Dataset entries
***

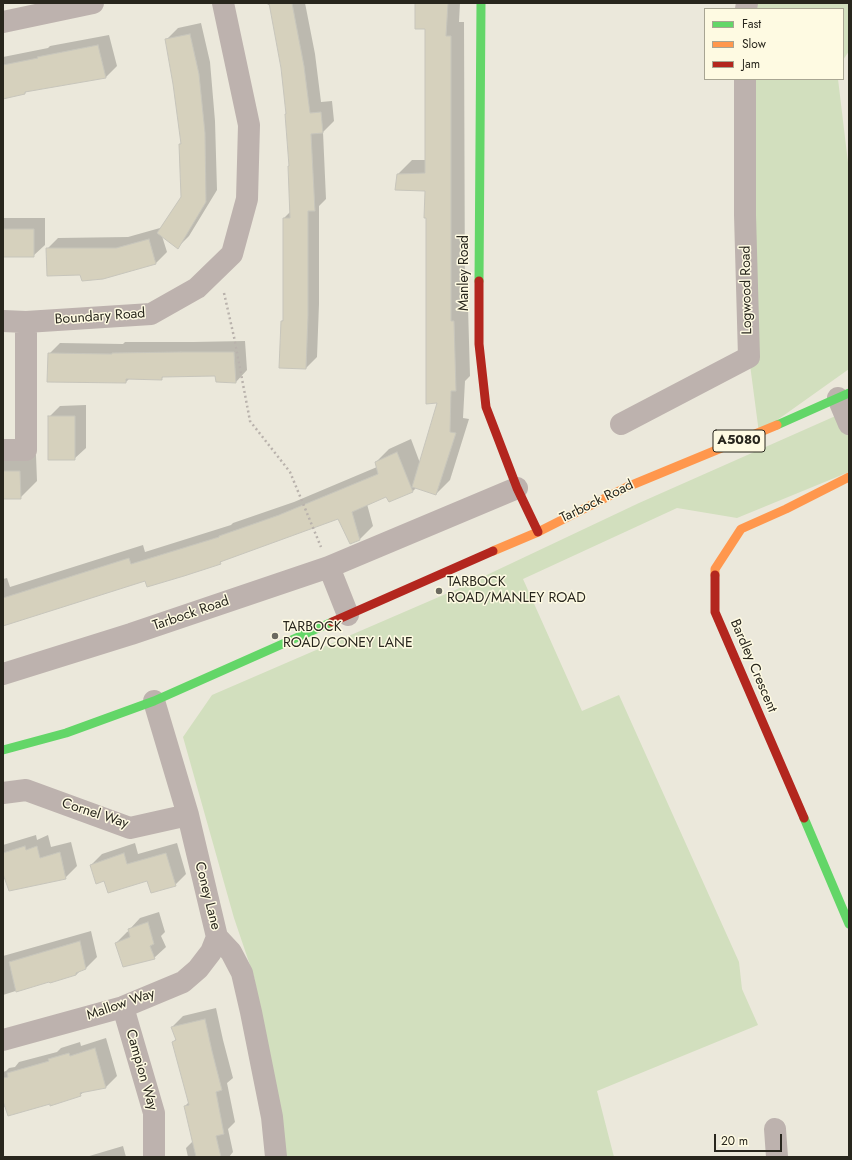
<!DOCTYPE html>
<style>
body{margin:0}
#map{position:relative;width:852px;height:1160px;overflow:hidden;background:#ebe8db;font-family:Jost,sans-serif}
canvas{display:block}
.frame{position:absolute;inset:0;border:4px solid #28261d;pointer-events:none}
.legend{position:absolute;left:704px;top:8px;width:140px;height:72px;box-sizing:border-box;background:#fefae2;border:1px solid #a8a593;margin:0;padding:5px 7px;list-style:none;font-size:12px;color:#28261d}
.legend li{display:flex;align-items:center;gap:8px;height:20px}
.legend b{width:20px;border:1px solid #a8a593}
.scale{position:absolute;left:714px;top:1134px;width:68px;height:18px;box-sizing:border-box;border:2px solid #28261d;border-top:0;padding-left:5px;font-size:12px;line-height:14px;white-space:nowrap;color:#28261d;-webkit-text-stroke:3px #fefae2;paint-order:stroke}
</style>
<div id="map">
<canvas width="852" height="1160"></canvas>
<div class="frame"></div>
<ul class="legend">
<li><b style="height:5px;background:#63d668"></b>Fast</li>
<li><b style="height:5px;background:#ff974d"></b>Slow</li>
<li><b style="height:5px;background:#b3261e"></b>Jam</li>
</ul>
<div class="scale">20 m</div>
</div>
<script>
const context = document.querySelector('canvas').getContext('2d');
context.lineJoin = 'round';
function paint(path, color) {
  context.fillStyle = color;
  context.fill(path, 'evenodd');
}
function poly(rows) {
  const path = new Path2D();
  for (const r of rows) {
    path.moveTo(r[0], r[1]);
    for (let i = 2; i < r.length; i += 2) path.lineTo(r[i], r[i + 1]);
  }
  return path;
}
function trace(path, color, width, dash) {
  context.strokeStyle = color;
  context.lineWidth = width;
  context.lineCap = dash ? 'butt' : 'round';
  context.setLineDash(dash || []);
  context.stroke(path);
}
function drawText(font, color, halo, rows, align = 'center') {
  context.font = font + ' Jost,sans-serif';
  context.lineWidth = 3;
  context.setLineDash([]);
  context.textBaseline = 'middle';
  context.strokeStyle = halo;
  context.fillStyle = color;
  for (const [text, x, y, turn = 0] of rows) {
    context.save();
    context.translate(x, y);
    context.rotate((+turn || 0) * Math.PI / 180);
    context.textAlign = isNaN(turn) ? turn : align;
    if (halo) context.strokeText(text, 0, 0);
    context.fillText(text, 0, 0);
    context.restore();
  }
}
const green = poly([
 [747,3,849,3,849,51,843,60,843,9,746,9],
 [745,79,838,79,849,171,849,369,759,433,749,357],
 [849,410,849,472,737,518,677,508,523,579,582,711,619,695,739,962,742,989,758,1025,597,1091,614,1157,284,1157,254,977,234,918,183,737,212,695,455,590,639,503]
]);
const shadow = poly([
 [267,3,305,3,315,54,321,102,332,101,334,121,323,132,326,199,319,206,319,304,317,357,306,368,280,367,282,321,284,319,284,218,291,211,290,165,287,113,282,68,270,4,268,5],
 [416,3,460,3,459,22,464,22,465,307,468,307,470,376,465,381,463,418,469,419,450,480,436,494,416,488,413,491,386,496,367,504,373,526,360,539,338,518,223,560,220,563,146,579,3,624,3,579,7,578,10,587,143,545,145,552,231,525,233,523,294,502,377,467,376,462,389,449,411,439,420,463,438,402,427,216,426,190,398,174,412,160,426,160,426,28],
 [201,23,210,62,215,121,217,190,189,236,178,247,162,236,167,252,156,263,80,274,47,249,58,238,128,237,160,228,160,229,182,197,180,144,182,143,167,39,178,28],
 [109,35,117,66,106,77,27,91,25,93,3,98,3,57,48,48,50,46],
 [3,218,45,218,45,245,33,256,3,256],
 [245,341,247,370,236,382,217,381,216,375,164,376,161,379,130,378,126,382,49,354,60,343,123,344,125,342,193,342],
 [86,405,86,448,74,459,49,417,60,406],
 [3,455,36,455,37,481,20,498,3,498],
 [36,835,37,840,48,835,51,847,71,842,77,866,65,878,3,872,3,844,3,845],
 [135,843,138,854,177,843,186,874,175,885,148,880,105,880,91,865,102,854],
 [159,912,165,932,161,936,166,947,154,958,116,943,127,932,129,931,129,930,140,918],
 [91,931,97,957,86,968,81,970,76,975,50,980,3,995,3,956],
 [216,1008,223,1040,233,1078,227,1083,235,1122,228,1129,233,1152,229,1157,188,1157,186,1148,193,1141,185,1106,189,1102,173,1042,176,1039,172,1027,183,1016],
 [106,1038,117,1076,106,1087,84,1092,80,1095,50,1103,3,1107,3,1072,6,1071,9,1068,15,1067,19,1062,57,1052,61,1048,80,1042,81,1046],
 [123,1146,126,1157,86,1157]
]);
const building = poly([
 [269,3,292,3,304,66,310,113,321,112,323,133,311,134,315,211,308,211,308,316,306,369,279,368,281,321,283,321,283,218,290,218,288,166,289,166,285,114,286,114,281,68,269,3],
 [415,3,448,3,446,36,451,36,451,321,454,321,456,391,451,391,450,432,456,433,436,495,412,487,437,403,426,404,426,218,424,218,425,191,395,190,397,174,425,173,425,29,415,29,415,3],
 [190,34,199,74,205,133,206,202,178,249,157,233,181,197,179,144,181,144,173,84,165,39,190,34],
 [98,45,106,78,25,92,25,94,3,99,3,65,38,58,37,57,98,45],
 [3,229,34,229,34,257,3,257,3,229],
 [149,239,156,264,103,279,82,281,80,275,47,276,46,248,116,248,149,239],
 [181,352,234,352,236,383,216,382,215,376,162,377,162,380,126,379,126,383,47,382,48,353,112,354,112,353,181,352],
 [48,416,75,416,75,460,48,460,48,416],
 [397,452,413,492,389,502,386,497,352,512,360,540,350,544,338,519,220,562,221,564,184,576,147,587,145,581,3,626,3,598,129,558,131,564,219,537,219,536,279,515,378,474,375,462,397,452],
 [3,471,20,471,21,499,3,499,3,471],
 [25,846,26,850,37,846,40,858,60,852,66,879,9,891,3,874,3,853,25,846],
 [124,853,127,864,166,853,176,886,151,893,147,881,108,893,104,881,96,884,90,865,124,853],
 [148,922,154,944,150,946,155,959,123,967,115,943,130,937,128,929,148,922],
 [80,941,86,969,76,973,76,975,50,983,49,982,16,992,9,962,80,941],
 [205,1019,212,1051,222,1090,216,1092,224,1134,216,1136,221,1157,196,1157,184,1106,189,1105,172,1042,176,1040,171,1027,205,1019],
 [95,1048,106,1088,80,1093,81,1096,50,1106,50,1104,8,1116,3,1101,3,1078,8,1077,7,1073,49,1061,48,1059,69,1053,70,1056,95,1048]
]);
const path = poly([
 [224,293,234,337,250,421,290,472,321,547]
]);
const street = poly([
 [746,9,747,3],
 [3,22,93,3],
 [3,321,26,322,151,314,197,288,232,254,247,199,249,125,223,3],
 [838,398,849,424],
 [621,424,749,357,745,215,745,79],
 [3,450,26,450,26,322],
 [329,567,517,488],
 [3,674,131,634,329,567,348,615],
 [154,701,188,815,217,937,231,952,242,973,251,1012,272,1117,276,1157],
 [3,793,26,790,130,828,188,815],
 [123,1007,154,1113,154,1157],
 [3,1040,123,1007,183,982,198,969,211,952,217,937],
 [775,1129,777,1157]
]);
const fast = poly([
 [479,281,481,3],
 [777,425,849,393],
 [3,750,66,733,154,701,332,622],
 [804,818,849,924]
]);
const slow = poly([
 [493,551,538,532,627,487,777,425],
 [715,575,715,569,741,529,786,509,849,477]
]);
const jam = poly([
 [479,281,479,344,486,407,517,488,538,532],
 [715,575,715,612,804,818],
 [332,622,493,551]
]);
const markers = [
 [439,591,4,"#6c6a60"],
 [275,636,4,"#6c6a60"]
];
const shields = [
 [739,441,52]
];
const shieldNames = [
 ["A5080",739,441]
];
const streetNames = [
 ["Manley Road",465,273,-90],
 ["Logwood Road",747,290,-91],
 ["Boundary Road",100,317,-4],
 ["Tarbock Road",597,502,-26],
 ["Tarbock Road",191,614,-19],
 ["Bardley Crescent",753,666,67],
 ["Cornel Way",95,814,18],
 ["Coney Lane",207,896,76],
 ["Mallow Way",121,1005,-19],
 ["Campion Way",141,1070,74]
];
const poiNames = [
 ["TARBOCK",447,583],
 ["ROAD/MANLEY ROAD",447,599],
 ["TARBOCK",283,628],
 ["ROAD/CONEY LANE",283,644]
];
paint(green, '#d2dfbe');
paint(shadow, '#0003');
paint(building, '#d6d1bd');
trace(building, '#c7c5bb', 1);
trace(path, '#b9b2ac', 2.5, [2, 3]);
trace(street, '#bdb2ae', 22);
trace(fast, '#63d668', 9);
trace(slow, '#ff974d', 9);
trace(jam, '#b3261e', 9);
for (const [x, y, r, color] of markers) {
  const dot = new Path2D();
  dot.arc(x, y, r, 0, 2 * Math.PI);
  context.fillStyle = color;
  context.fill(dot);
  trace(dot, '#fefae2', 1.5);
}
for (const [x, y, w] of shields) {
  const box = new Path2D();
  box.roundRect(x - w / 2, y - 11, w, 22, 3);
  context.fillStyle = '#fefae2';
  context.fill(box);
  trace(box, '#28261d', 1);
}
drawText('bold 13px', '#28261d', null, shieldNames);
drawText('14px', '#28261d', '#fefae2', streetNames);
drawText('14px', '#28261d', '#fefae2', poiNames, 'left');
</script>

***

EXERCISE DESCRIPTION
Lines above with the string "align" need to be found and copied.

EXERCISE OUTPUT
.legend li{display:flex;align-items:center;gap:8px;height:20px}
function drawText(font, color, halo, rows, align = 'center') {
    context.textAlign = isNaN(turn) ? turn : align;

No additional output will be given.